There's nothing unique about the TV frequency bands that either 802.11 or 802.16 could not be adapted to. And there's nothing implied in M2M that is necessarily restricted to low power or to low data rates or to 1000s of devices on the head of a pin. I've been doing M2M all my career, including (but not by any means exclusively) M2M over Internet protocols, and I'm not at all sure that the boundaries you place on this M2M and/or IoT are valid?

As of now, 802.11 and 802.16 use 20 MHz channels, which can be aggregated up to 40 MHz and eventually even 100 MHz. This can theoretically be achieved by aggregating multiple TV 6 MHz channels, or the 20 MHz channel width can be reduced in the adaptation of 802.11 or 802.16.

Modulation schemes for such comm links are pretty much all migrating to COFDM these days, where the symbols can range from QPSK to 256-QAM. So you can dial in whatever spectral efficiency vs robustness you want, in the TV bands or L band or whatever. Even LTE fits that description, including the 20, 40, 100 MHz aggregated RF channels and the COFDM modulation.

Or if you prefer, the TV bands can be used with 3G style spread spectrum, at roughly the same spectral efficiency as you can dial into any of the other schemes.

I'd say, *if* you want to share the same RF frequency channel among lots of devices, and you only need low data rate, 802.11 is a good bet. But that's just one use case, as far as I'm concerned.

1/31/2012 4:34 AM EST

Also, I'd note that if the M2M scenarios discussed must involve use of comparatively low frequency TV bands, I'm not sure that very short range or very small devices are a good match.

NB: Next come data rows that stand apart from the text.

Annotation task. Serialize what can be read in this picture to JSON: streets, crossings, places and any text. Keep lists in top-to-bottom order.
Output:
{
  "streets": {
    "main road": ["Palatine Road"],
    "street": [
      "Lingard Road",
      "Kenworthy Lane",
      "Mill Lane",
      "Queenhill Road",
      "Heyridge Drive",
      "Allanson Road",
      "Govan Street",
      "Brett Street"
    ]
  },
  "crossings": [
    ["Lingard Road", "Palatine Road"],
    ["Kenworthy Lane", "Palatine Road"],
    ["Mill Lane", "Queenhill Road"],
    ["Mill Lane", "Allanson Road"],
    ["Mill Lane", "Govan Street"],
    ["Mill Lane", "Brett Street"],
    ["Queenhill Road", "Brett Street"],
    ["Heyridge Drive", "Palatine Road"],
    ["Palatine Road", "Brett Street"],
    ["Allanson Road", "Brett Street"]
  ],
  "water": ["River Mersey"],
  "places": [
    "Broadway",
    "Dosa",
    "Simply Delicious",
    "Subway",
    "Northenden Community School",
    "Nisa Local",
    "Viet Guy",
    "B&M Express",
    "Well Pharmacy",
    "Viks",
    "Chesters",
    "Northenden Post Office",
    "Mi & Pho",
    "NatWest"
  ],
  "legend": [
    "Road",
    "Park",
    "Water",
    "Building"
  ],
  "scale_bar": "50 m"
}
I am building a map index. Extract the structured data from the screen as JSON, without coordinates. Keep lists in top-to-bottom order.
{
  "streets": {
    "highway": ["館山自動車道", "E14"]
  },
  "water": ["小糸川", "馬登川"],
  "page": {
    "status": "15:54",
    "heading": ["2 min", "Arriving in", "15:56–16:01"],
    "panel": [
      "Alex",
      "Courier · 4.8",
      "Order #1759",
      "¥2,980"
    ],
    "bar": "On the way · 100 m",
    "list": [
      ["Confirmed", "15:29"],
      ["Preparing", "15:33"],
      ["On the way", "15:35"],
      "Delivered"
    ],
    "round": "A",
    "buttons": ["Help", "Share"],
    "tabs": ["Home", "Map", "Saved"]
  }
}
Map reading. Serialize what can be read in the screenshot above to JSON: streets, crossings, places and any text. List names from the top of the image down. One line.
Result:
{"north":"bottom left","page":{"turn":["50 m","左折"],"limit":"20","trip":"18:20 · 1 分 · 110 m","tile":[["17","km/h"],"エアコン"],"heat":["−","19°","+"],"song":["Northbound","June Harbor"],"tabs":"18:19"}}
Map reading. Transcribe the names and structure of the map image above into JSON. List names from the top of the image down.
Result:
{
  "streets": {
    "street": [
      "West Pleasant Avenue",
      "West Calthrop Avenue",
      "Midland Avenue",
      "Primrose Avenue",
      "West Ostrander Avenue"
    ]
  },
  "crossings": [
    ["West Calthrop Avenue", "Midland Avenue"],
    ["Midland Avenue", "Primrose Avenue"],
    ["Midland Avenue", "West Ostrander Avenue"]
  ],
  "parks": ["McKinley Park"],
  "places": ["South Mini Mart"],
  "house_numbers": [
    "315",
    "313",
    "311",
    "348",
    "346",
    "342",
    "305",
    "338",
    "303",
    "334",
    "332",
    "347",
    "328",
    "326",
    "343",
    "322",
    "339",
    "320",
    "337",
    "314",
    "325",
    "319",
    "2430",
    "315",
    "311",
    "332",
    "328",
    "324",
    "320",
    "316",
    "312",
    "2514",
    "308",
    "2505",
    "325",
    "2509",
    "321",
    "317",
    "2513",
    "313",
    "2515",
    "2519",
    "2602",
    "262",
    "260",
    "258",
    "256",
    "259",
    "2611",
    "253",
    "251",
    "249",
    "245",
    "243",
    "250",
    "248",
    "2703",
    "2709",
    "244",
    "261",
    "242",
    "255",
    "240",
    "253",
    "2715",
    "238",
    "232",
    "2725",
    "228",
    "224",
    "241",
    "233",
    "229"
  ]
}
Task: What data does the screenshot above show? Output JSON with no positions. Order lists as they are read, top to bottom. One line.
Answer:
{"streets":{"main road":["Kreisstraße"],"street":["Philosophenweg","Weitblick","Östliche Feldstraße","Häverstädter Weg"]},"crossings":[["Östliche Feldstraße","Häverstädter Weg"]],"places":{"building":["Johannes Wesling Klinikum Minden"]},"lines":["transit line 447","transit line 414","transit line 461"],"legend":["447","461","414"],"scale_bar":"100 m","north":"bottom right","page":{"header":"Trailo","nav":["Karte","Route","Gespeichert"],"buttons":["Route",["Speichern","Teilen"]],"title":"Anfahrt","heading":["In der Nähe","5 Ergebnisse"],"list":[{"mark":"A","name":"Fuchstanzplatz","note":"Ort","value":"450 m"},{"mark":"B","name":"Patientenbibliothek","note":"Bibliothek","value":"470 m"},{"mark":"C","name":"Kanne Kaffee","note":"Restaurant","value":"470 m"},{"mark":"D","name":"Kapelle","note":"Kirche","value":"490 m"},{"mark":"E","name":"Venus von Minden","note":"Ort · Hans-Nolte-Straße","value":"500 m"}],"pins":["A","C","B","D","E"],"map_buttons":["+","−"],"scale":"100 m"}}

When dealing with high VHF and low UHF, you are talking about long range propagation potential and about relatively long antenna elements. If you decide to use very compact antennas, then the transmitter power may have to be raised to compensate.

All of which told me that if someone is talking about using the TV bands, they must be considering relatively large areas - at least WiFi type of coverage, and possibly even a lot more than that. Not Bluetooth PAN size areas.